EXERCISE PROMPT
Leave out all pictures. Return exactly the lines from the top of the material through the line containing "height:14px; margin:-7px; padding:0".

DATASET EXCERPTS

╔══

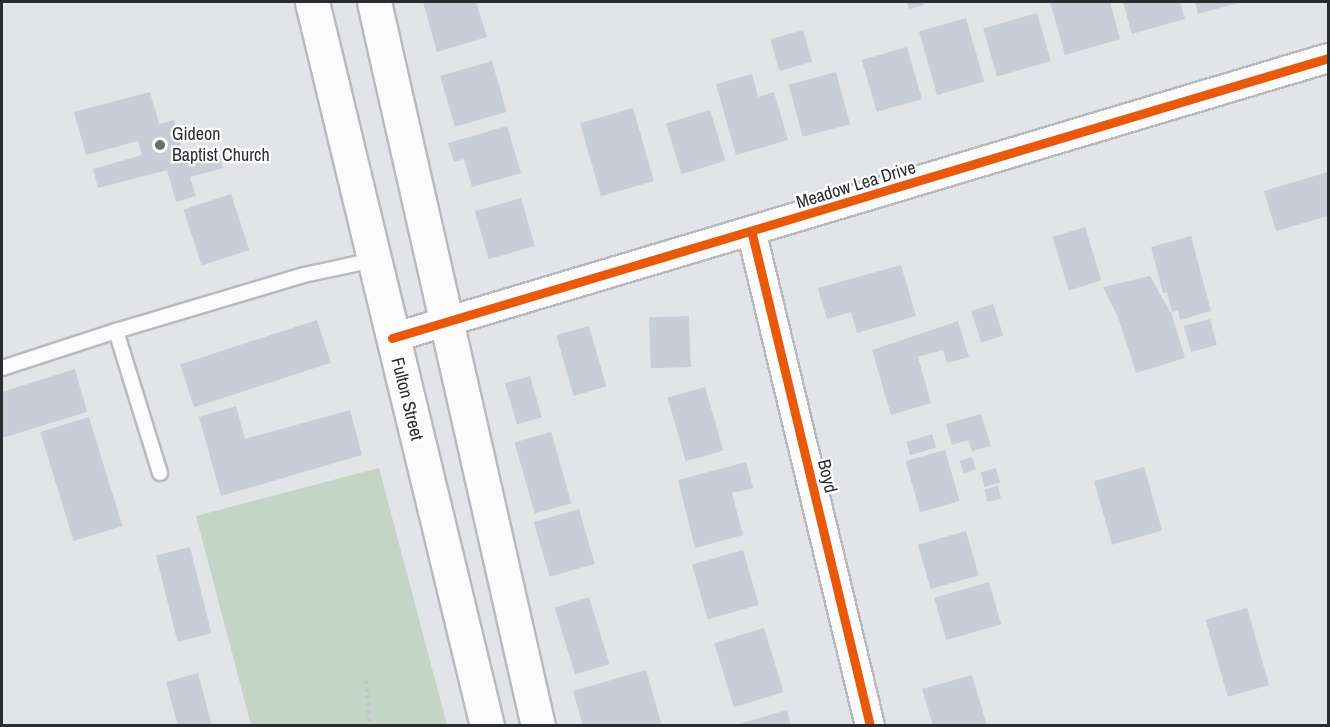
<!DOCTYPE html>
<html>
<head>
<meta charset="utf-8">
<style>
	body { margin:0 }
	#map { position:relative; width:1330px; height:727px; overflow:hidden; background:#e2e4e8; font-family:"Archivo Narrow",sans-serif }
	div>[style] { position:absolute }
	.green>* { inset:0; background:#c4d4c5 }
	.building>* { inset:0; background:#c8cdd7; transform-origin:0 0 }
	.path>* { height:4px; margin-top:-2px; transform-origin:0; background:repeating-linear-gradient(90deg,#c4c5c6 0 4.5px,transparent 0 7.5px) }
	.roads { filter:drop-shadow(2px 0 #b9babd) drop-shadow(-2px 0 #b9babd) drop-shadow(0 2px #b9babd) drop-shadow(0 -2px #b9babd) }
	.service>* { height:14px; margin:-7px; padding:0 7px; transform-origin:7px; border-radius:7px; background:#fbfbfc }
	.minor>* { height:28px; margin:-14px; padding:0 14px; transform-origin:14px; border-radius:14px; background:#fbfbfc }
	.secondary>* { height:33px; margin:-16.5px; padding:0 16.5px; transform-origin:16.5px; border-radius:16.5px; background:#fbfbfc }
	.cycleway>* { height:9px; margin:-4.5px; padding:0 4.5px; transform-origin:4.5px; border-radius:4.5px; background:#e8590c }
	.dots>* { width:16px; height:16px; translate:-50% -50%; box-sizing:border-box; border:3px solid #fff; border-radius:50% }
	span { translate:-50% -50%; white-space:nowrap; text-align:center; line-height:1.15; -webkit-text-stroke:4.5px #fff; paint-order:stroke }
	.poi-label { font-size:18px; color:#2b2c2f }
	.left { translate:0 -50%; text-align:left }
	.street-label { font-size:18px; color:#2b2c2f }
	.frame { position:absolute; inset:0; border:3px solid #2b2c2f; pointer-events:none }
</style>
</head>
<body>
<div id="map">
	<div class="green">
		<i style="clip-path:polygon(379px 468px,447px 725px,251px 725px,196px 516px)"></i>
	</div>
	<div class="building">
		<i style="clip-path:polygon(423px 2px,476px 2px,487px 37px,437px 52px)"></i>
		<i style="clip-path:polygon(907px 2px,923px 2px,924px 5px,909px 9px)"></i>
		<i style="clip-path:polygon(1050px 2px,1110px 2px,1120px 39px,1065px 55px)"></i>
		<i style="clip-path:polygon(1123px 2px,1180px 2px,1185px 19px,1132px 34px)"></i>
		<i style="clip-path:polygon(1195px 2px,1241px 2px,1198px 14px)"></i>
		<i style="left:1037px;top:13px;width:50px;height:56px;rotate:74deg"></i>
		<i style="left:966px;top:18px;width:66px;height:49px;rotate:74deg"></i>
		<i style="left:803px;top:30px;width:33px;height:34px;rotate:74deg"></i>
		<i style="left:907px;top:47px;width:54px;height:47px;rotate:74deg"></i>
		<i style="left:492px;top:61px;width:53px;height:54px;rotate:74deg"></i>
		<i style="left:836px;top:72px;width:54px;height:49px;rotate:75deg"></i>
		<i style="clip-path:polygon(752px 74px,758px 97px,774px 92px,788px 140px,736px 155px,716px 84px)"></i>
		<i style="clip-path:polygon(150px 92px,159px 124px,174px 120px,185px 159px,219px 150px,223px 168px,190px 177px,196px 196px,176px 202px,167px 170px,98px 188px,93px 169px,142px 155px,138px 141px,86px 155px,74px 112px)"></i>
		<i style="left:633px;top:108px;width:76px;height:55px;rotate:74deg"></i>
		<i style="left:710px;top:110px;width:53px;height:46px;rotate:73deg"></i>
		<i style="clip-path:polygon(507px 126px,521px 173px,472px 187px,464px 159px,454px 162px,448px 143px)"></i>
		<i style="clip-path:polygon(1328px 172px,1328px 216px,1276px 231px,1264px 191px)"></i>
		<i style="left:231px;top:194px;width:59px;height:50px;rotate:72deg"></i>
		<i style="left:521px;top:198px;width:50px;height:48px;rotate:74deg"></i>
		<i style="left:1085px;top:227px;width:56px;height:34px;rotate:73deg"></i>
		<i style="clip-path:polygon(1191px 236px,1211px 311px,1180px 320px,1178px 310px,1172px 312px,1167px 292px,1163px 293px,1151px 247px)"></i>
		<i style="clip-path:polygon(901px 265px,916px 316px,857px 333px,851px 312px,827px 319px,818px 288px)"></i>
		<i style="clip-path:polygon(1150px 276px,1172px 315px,1185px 358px,1136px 373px,1118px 317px,1103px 287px)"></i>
		<i style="left:993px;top:304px;width:33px;height:23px;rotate:72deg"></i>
		<i style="left:689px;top:316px;width:51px;height:40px;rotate:88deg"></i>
		<i style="left:1210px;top:319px;width:27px;height:27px;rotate:75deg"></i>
		<i style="left:317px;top:320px;width:45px;height:144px;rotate:72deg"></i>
		<i style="clip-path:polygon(958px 321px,969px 357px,947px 363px,943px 350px,918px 357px,931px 403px,891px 415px,872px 350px)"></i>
		<i style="left:589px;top:326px;width:63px;height:34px;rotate:74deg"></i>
		<i style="clip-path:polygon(75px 369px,87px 412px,2px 438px,2px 392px)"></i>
		<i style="left:530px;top:376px;width:43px;height:26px;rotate:74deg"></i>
		<i style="left:705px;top:387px;width:66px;height:39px;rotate:74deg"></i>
		<i style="clip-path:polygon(236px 406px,245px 439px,350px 410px,362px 455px,221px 496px,199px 417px)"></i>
		<i style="clip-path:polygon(981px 414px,991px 446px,972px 451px,968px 440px,952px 445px,946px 424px)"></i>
		<i style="left:89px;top:417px;width:114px;height:51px;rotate:73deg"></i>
		<i style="left:551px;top:432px;width:74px;height:38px;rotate:74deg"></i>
		<i style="left:932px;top:434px;width:14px;height:27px;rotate:73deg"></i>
		<i style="left:945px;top:450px;width:53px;height:41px;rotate:74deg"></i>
		<i style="left:972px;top:457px;width:13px;height:13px;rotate:72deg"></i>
		<i style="clip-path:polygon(746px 462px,753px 488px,732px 493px,743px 535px,695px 548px,678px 480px)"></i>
		<i style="left:1144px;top:467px;width:66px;height:52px;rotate:74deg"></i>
		<i style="left:996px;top:468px;width:15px;height:16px;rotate:74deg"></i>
		<i style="left:998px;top:486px;width:13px;height:14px;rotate:77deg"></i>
		<i style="left:579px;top:509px;width:57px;height:47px;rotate:74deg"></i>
		<i style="left:966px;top:531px;width:46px;height:50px;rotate:74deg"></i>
		<i style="left:190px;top:547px;width:89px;height:35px;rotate:76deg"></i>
		<i style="left:743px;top:550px;width:57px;height:53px;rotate:74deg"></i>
		<i style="left:989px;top:582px;width:44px;height:57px;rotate:74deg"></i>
		<i style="left:589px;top:597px;width:70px;height:36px;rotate:73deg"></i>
		<i style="left:1247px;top:608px;width:80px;height:43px;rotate:74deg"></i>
		<i style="left:764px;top:628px;width:67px;height:52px;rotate:73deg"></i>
		<i style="clip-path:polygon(646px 670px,662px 726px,583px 726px,573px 691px)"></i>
		<i style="clip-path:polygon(198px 673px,212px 726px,178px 726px,166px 682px)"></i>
		<i style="clip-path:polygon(972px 675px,987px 726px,933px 726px,922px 689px)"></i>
		<i style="clip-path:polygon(787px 710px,791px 726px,735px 726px,735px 725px)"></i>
	</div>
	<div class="path">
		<i style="left:366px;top:680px;width:46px;rotate:85deg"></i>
	</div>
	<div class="roads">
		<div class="service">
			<i style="left:2px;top:368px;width:120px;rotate:-18deg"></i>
			<i style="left:160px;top:473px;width:149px;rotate:-107.2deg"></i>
			<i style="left:116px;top:331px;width:196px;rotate:-16.6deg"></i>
			<i style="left:304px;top:275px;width:72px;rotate:-12.1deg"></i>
		</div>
		<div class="minor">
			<i style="left:752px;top:234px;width:506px;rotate:76.51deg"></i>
			<i style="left:392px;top:338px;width:977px;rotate:-16.65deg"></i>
		</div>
		<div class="secondary">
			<i style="left:312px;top:2px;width:745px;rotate:76.41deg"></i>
			<i style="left:374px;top:2px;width:742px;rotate:77.24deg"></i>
		</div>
	</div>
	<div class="cycleway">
		<i style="left:752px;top:234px;width:506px;rotate:76.51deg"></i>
		<i style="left:392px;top:338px;width:977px;rotate:-16.65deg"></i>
	</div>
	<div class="dots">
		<i style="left:160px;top:145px;background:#6b6c70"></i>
	</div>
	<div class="poi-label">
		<span class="left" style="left:172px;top:145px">Gideon<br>Baptist Church</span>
	</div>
	<div class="street-label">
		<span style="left:856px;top:185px;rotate:-17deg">Meadow Lea Drive</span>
		<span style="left:407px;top:399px;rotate:76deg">Fulton Street</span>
		<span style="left:827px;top:476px;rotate:77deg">Boyd</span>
	</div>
	<div class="frame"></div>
</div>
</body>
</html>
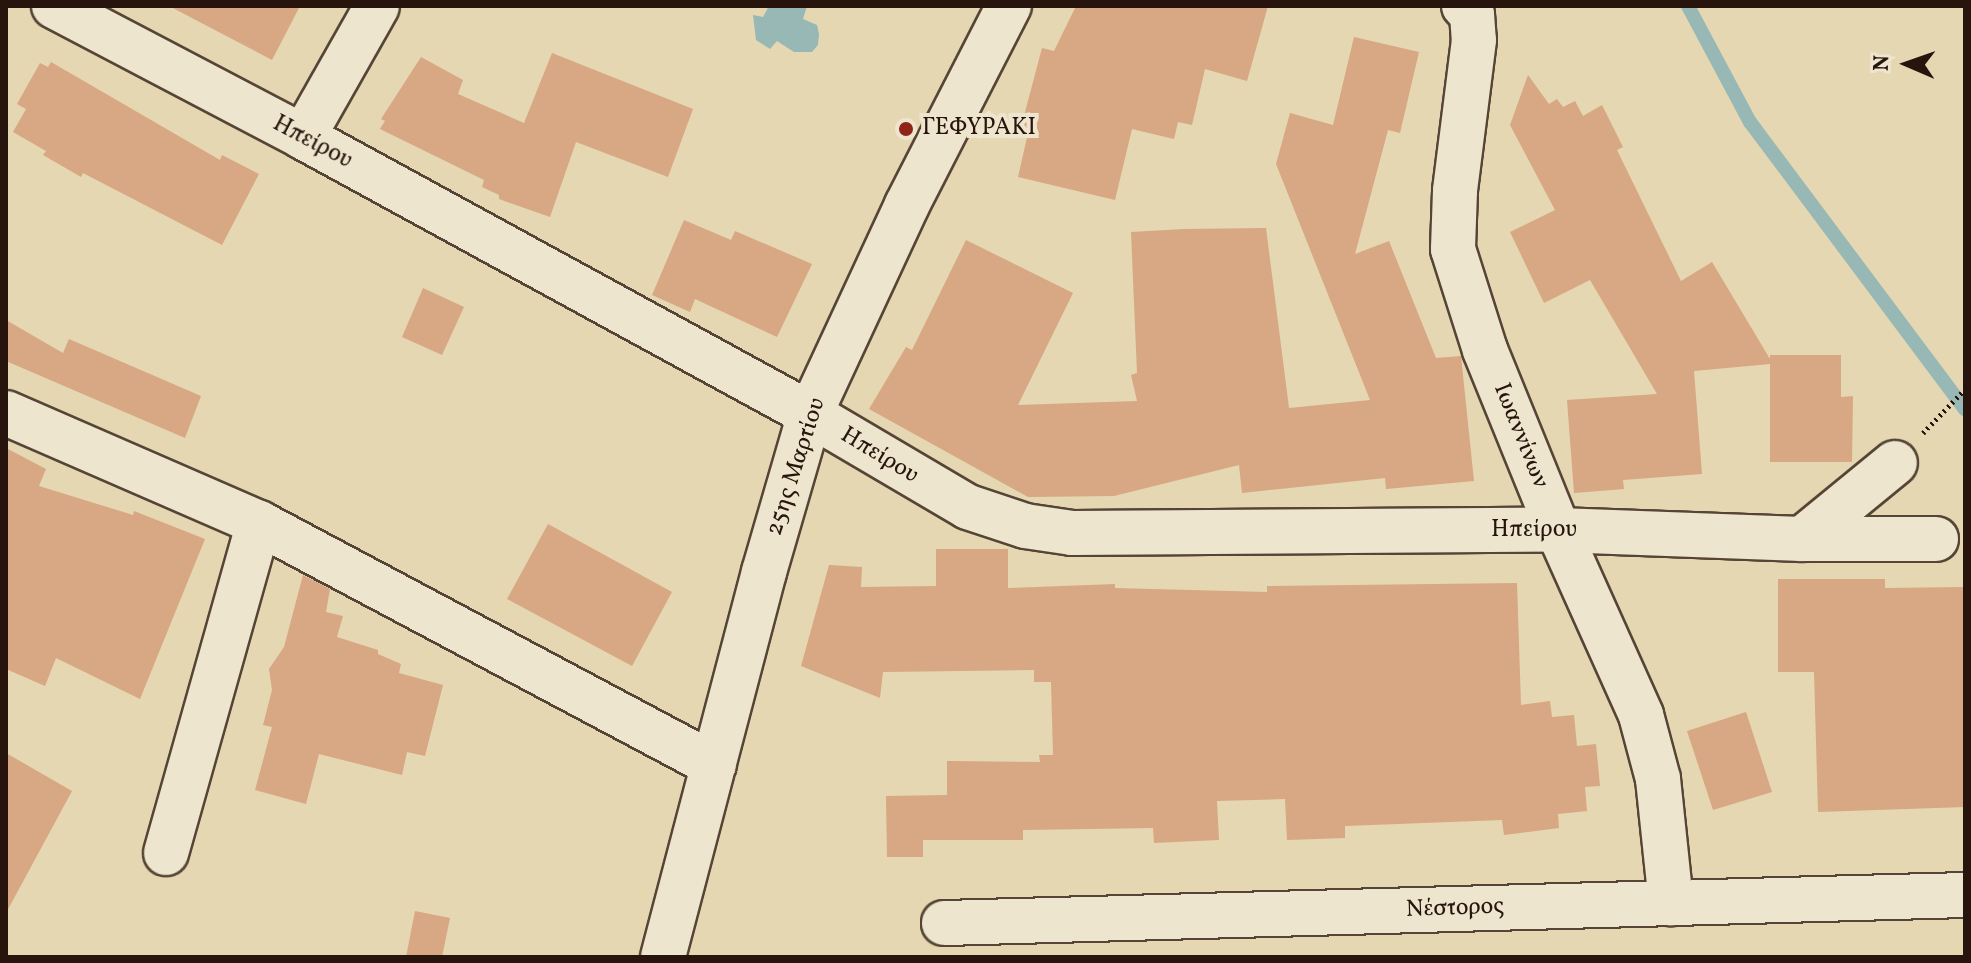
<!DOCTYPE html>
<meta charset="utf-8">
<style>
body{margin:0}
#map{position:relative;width:1971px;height:963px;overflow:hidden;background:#e4d7b2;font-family:Vollkorn,serif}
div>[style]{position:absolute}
.water>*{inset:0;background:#98b8b5}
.stream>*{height:14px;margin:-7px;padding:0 7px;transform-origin:7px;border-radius:7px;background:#98b8b5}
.building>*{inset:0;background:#d8a783}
.path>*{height:5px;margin-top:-2.5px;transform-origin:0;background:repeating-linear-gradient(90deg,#27140c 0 2px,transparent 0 6px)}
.roads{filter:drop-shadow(2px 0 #564536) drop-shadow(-2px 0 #564536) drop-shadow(0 2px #564536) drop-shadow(0 -2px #564536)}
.minor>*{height:44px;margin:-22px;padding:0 22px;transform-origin:22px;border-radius:22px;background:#ede5cd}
.secondary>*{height:44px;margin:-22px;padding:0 22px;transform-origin:22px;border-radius:22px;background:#ede5cd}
.dots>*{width:22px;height:22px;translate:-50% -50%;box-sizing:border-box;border:4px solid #ede5cd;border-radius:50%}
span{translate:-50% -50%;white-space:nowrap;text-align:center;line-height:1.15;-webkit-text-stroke:8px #ede5cd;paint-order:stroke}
.poi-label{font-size:24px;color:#27140c}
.left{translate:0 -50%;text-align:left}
.street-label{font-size:24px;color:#27140c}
.frame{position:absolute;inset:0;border:8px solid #27140c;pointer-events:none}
.north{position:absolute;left:1867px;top:24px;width:80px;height:80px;-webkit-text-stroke:6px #ede5cd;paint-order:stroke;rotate:272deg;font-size:22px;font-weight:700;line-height:32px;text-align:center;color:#27140c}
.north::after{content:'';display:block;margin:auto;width:28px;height:36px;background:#27140c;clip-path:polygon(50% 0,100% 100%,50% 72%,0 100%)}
</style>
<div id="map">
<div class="water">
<i style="clip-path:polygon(769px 6px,807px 6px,803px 19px,817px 25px,819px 34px,818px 45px,812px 52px,794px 52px,777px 41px,770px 49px,756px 40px,753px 15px,763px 17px)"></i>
</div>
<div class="stream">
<i style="left:1688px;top:6px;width:132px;rotate:61.9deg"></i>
<i style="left:1750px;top:122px;width:359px;rotate:53.2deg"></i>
</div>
<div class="building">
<i style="clip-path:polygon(169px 6px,300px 6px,272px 60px)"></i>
<i style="clip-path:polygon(1076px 6px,1268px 6px,1247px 81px,1205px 69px,1192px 125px,1178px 122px,1174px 139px,1132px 129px,1115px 200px,1018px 177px,1028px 133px,1020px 131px,1042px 48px,1054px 51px)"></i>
<i style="clip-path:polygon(1354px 37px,1419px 52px,1400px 133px,1388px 130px,1355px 254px,1389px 241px,1436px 358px,1461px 356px,1474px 481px,1386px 489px,1385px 478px,1242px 493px,1239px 465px,1114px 496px,1028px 497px,869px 409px,906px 347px,912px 350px,966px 240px,1073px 293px,1018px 405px,1137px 401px,1131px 375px,1137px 373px,1131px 232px,1184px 229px,1266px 228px,1289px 408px,1370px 400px,1276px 164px,1290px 113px,1333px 125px)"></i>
<i style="clip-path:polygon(552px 53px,693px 109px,668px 177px,576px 142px,550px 217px,499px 199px,499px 195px,482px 187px,484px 180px,380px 129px,385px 121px,381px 119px,421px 57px,463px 80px,458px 94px,524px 123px)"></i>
<i style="clip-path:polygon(51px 62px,220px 160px,222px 155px,259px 174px,222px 245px,83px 173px,81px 177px,43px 155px,46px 151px,13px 132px,26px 109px,17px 104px,40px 63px,48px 67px)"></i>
<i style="clip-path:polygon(1528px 75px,1549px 104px,1557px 99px,1563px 107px,1575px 101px,1583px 116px,1602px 105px,1623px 147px,1617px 150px,1681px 281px,1712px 262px,1770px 359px,1770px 355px,1841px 355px,1841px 397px,1853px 396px,1852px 462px,1770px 462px,1770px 364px,1694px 371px,1702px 474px,1623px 480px,1624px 489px,1574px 493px,1567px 400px,1657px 394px,1590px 280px,1544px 303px,1510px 232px,1555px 210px,1510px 125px)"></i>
<i style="clip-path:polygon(684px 220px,731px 240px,735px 231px,812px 264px,777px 337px,695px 299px,690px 312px,652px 295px)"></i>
<i style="clip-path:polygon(423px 288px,464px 307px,442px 355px,402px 337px)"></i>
<i style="clip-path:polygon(6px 320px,63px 353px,69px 339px,201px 396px,185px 438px,6px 361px)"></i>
<i style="clip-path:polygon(6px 448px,46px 469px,39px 486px,133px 515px,134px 511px,205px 539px,140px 699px,56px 658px,45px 686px,6px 669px)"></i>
<i style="clip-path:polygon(548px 524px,672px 592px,632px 666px,507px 599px)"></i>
<i style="clip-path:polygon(936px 549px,1008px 549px,1008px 588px,1115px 584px,1115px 588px,1267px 592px,1267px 586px,1517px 583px,1521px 705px,1550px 701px,1552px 717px,1574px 715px,1577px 746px,1596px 744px,1600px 786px,1585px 787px,1587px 811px,1558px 814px,1559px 828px,1504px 835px,1502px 820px,1345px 826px,1345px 838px,1287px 840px,1285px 799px,1217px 801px,1219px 840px,1154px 843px,1153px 828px,1023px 830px,1023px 840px,923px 840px,923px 857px,887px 857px,886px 796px,947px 795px,947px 761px,1040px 762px,1039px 755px,1053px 755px,1051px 682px,1034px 682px,1034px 670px,883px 672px,880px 698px,801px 666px,829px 565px,862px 567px,861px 587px,936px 586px)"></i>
<i style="clip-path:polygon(303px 575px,330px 589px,326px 612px,343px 616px,337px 637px,378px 650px,378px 654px,401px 664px,399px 673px,443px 685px,425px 756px,407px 752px,402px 775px,319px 754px,306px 804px,255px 790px,272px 727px,263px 725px,272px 690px,269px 669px,284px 647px)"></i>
<i style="clip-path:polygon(1778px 579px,1885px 579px,1885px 588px,1965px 587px,1965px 807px,1818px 812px,1814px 672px,1778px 672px)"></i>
<i style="clip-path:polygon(1746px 712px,1772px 792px,1713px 810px,1687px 731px)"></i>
<i style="clip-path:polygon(6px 753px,72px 791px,6px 913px)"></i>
<i style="clip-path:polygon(415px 911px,450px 918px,442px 957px,406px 957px)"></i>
</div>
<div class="path">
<i style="left:1923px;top:433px;width:61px;rotate:-46.3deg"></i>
</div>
<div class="roads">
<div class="minor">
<i style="left:54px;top:6px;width:281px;rotate:27.7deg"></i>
<i style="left:303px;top:137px;width:578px;rotate:28.65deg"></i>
<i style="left:810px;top:414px;width:183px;rotate:30.5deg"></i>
<i style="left:968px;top:507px;width:60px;rotate:18.4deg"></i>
<i style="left:1025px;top:526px;width:48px;rotate:8.5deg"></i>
<i style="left:1072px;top:533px;width:486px;rotate:-0.4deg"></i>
<i style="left:1558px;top:530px;width:244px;rotate:2.1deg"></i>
<i style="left:1802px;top:539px;width:134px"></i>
<i style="left:1464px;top:6px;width:11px;rotate:45deg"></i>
<i style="left:1472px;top:14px;width:26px;rotate:86deg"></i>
<i style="left:1474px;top:40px;width:152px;rotate:97.2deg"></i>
<i style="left:1455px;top:191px;width:58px;rotate:92deg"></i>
<i style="left:1453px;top:249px;width:106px;rotate:72.4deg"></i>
<i style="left:1485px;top:350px;width:194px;rotate:67.9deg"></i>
<i style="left:1558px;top:530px;width:203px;rotate:65.8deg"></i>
<i style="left:1641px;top:715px;width:66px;rotate:75.1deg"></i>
<i style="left:1658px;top:779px;width:125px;rotate:84deg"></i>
<i style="left:303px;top:137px;width:150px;rotate:-60.5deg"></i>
<i style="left:6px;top:413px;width:276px;rotate:23.5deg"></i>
<i style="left:259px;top:523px;width:515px;rotate:28.01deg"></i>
<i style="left:1802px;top:539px;width:120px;rotate:-39.3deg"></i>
<i style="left:166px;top:853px;width:343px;rotate:-74.3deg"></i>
<i style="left:944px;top:923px;width:1021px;rotate:-1.57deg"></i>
</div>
<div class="secondary">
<i style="left:663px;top:957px;width:398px;rotate:-75.3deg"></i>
<i style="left:764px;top:572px;width:165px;rotate:-73.8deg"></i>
<i style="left:810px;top:414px;width:230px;rotate:-65.1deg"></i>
<i style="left:907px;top:205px;width:224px;rotate:-62.9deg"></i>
</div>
</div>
<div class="dots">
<i style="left:906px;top:129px;background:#8f2418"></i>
</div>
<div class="poi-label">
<span class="left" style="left:922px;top:129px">ΓΕΦΥΡΑΚΙ</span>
</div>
<div class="street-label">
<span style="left:312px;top:143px;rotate:28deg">Ηπείρου</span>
<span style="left:1520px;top:436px;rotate:68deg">Ιωαννίνων</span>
<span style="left:879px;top:456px;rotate:31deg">Ηπείρου</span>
<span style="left:797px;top:467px;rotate:-72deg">25ης Μαρτίου</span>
<span style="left:1534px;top:531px">Ηπείρου</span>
<span style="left:1455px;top:909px;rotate:-2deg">Νέστορος</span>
</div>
<div class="frame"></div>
<div class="north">N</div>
</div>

╚══

SOLUTION FOR THIS TASK
<!DOCTYPE html>
<html>
<head>
<meta charset="utf-8">
<style>
	body { margin:0 }
	#map { position:relative; width:1330px; height:727px; overflow:hidden; background:#e2e4e8; font-family:"Archivo Narrow",sans-serif }
	div>[style] { position:absolute }
	.green>* { inset:0; background:#c4d4c5 }
	.building>* { inset:0; background:#c8cdd7; transform-origin:0 0 }
	.path>* { height:4px; margin-top:-2px; transform-origin:0; background:repeating-linear-gradient(90deg,#c4c5c6 0 4.5px,transparent 0 7.5px) }
	.roads { filter:drop-shadow(2px 0 #b9babd) drop-shadow(-2px 0 #b9babd) drop-shadow(0 2px #b9babd) drop-shadow(0 -2px #b9babd) }
	.service>* { height:14px; margin:-7px; padding:0 7px; transform-origin:7px; border-radius:7px; background:#fbfbfc }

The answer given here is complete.